Magnetic resonance diffusion tensor imaging (DTI) has revealed the disruption of brain white matter microstructure in normal aging and alcoholism undetectable with conventional structural MR imaging. we plan to analyze the FA measurements of the ROI of dangerous drinkers selected from Alcohol Use Disorders Identification Test (AUDIT) and Tract-Based Spatial Statics (TBSS) tool was used to extract FA values in the ROI from the image acquired through the pre-processing process. TBSS has a higher sensitivity of the FA value and MD value in the white matter than the brain gray matter, and has the advantage of quantitatively deriving the unlimited degree of brain nerve fibers, and more specialized in the brain white matter.
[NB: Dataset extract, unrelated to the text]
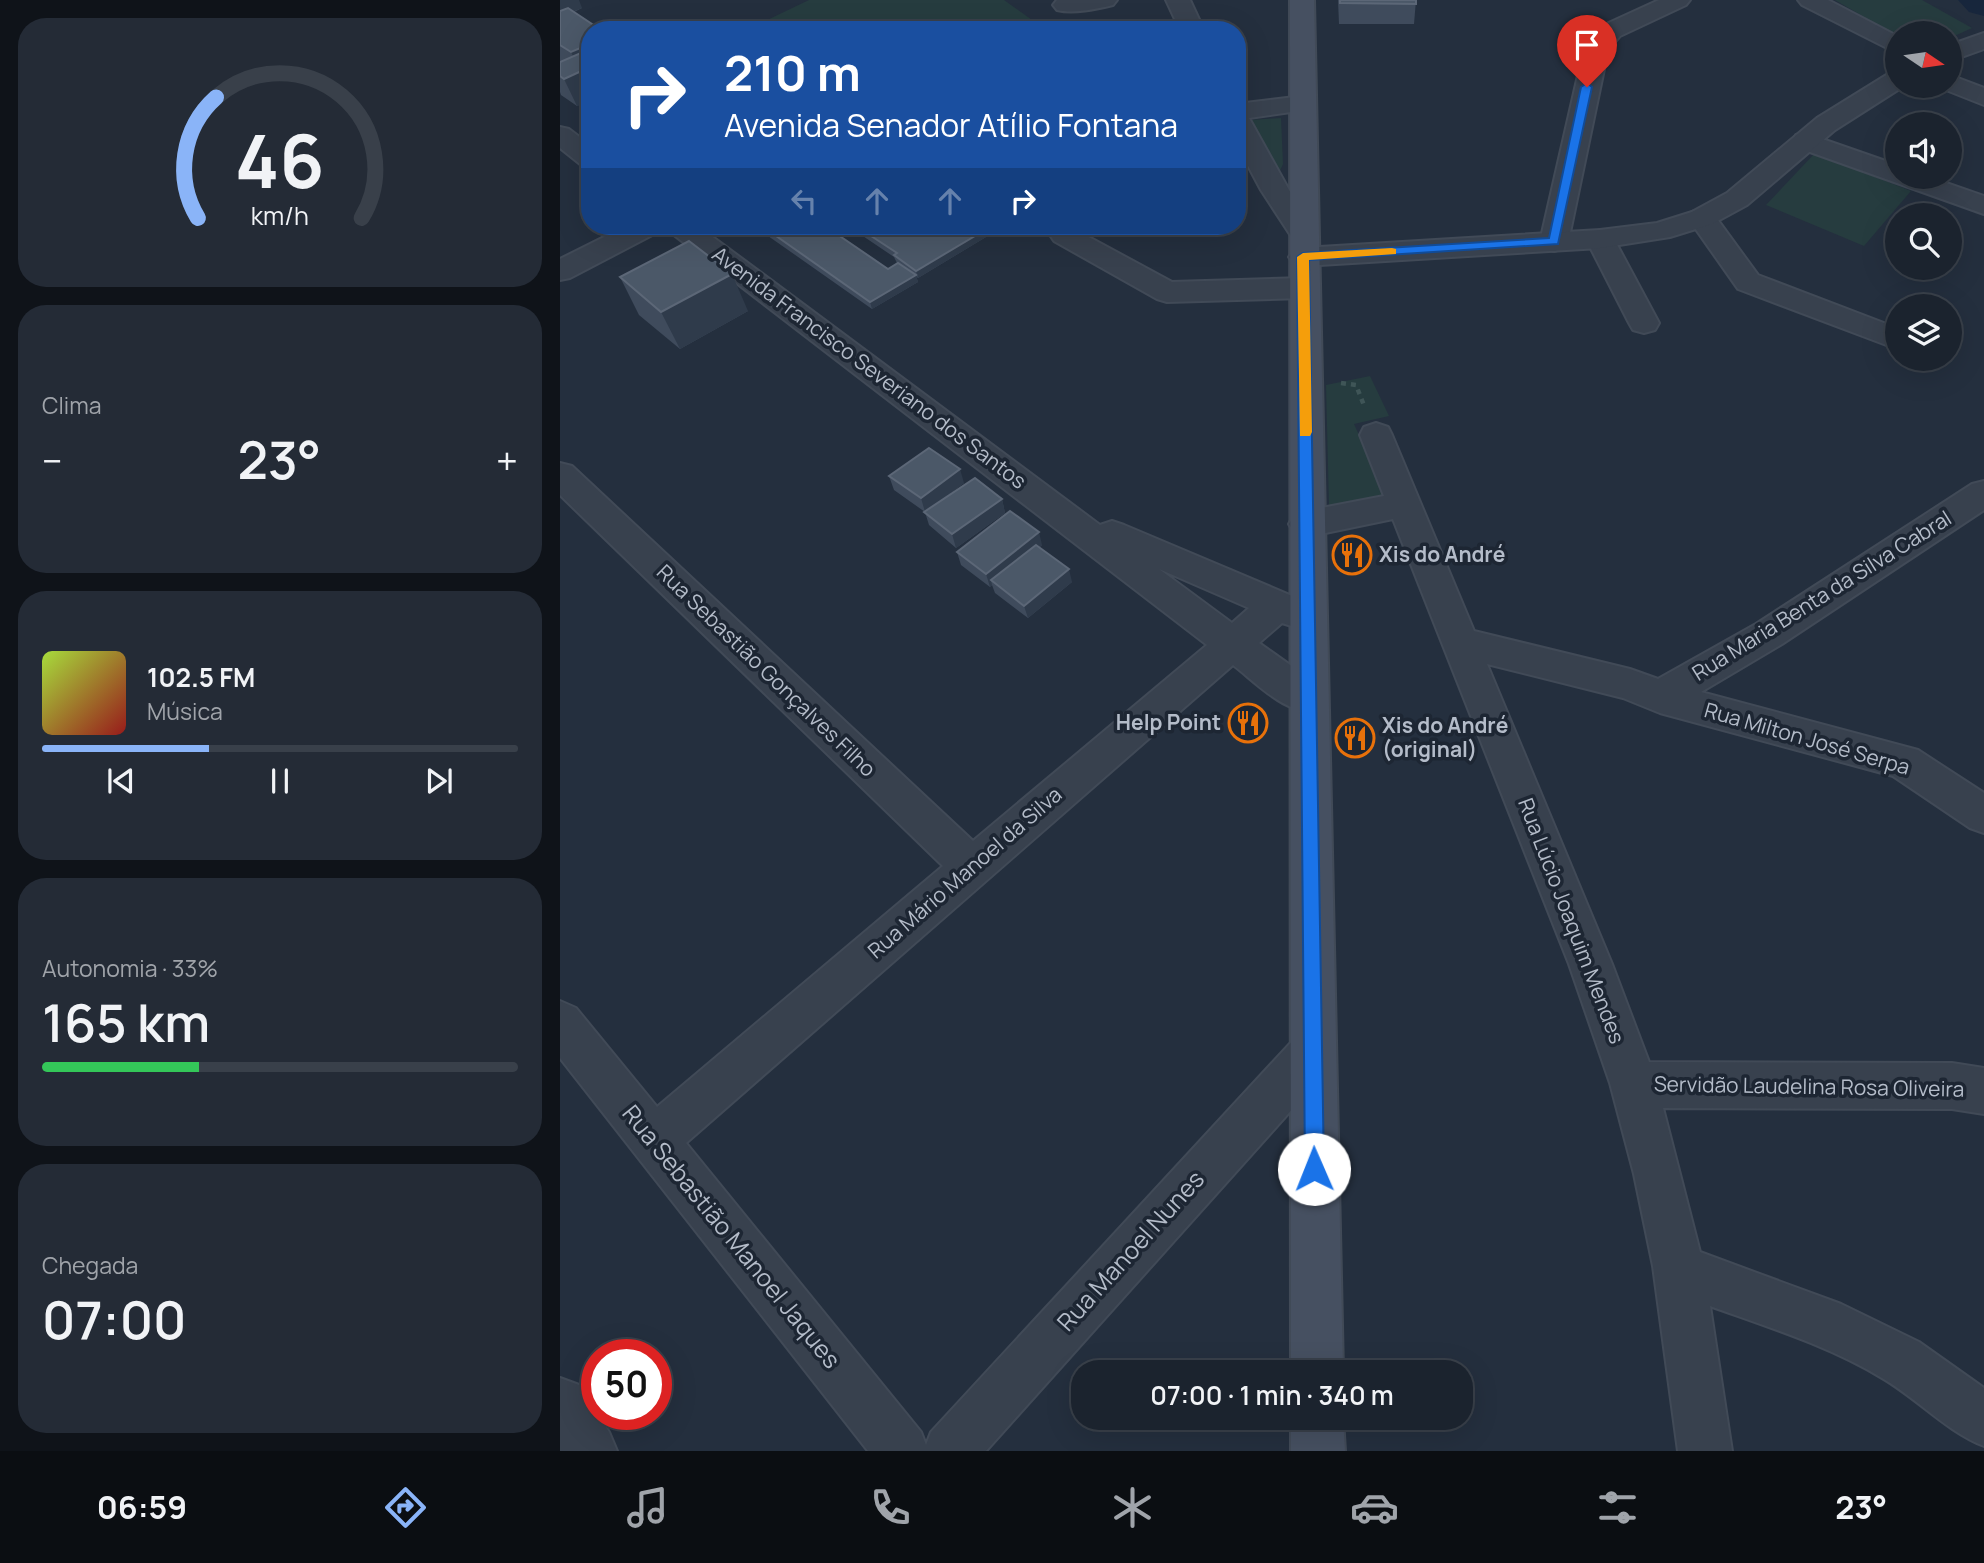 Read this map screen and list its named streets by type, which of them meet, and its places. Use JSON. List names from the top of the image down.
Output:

We plan to analyze the fractional anisotropy (FA) measurement value for damage by selecting the center of the anatomical structure of the white matter region of the brain with high anisotropy among the brain neural networks that are particularly vulnerable to alcohol as the region of interest (ROI). In this study, we expected that alcohol causes damage to the brain white matter microstructure from FA value in various areas including both Choroid plexus. Especially, In the case of the moderate drunker, the mean value of FA in Lt, Rt. Choroid plexus was 0.2831 and 0.2872, whereas, in the case of the severe drunker, the mean value of FA was 0.1972 and 0.1936. We found that the higher the score on the AUDIT scale, the lower the FA value in ROI region of the brain white matter. Using the AUDIT scale, the guideline for the FA value of DTI can be presented, and it is possible to select a significant number of potentially severe drinkers. In other words, AUDIT was proved as useful tool in screening and discrimination of severe drunker through DTI.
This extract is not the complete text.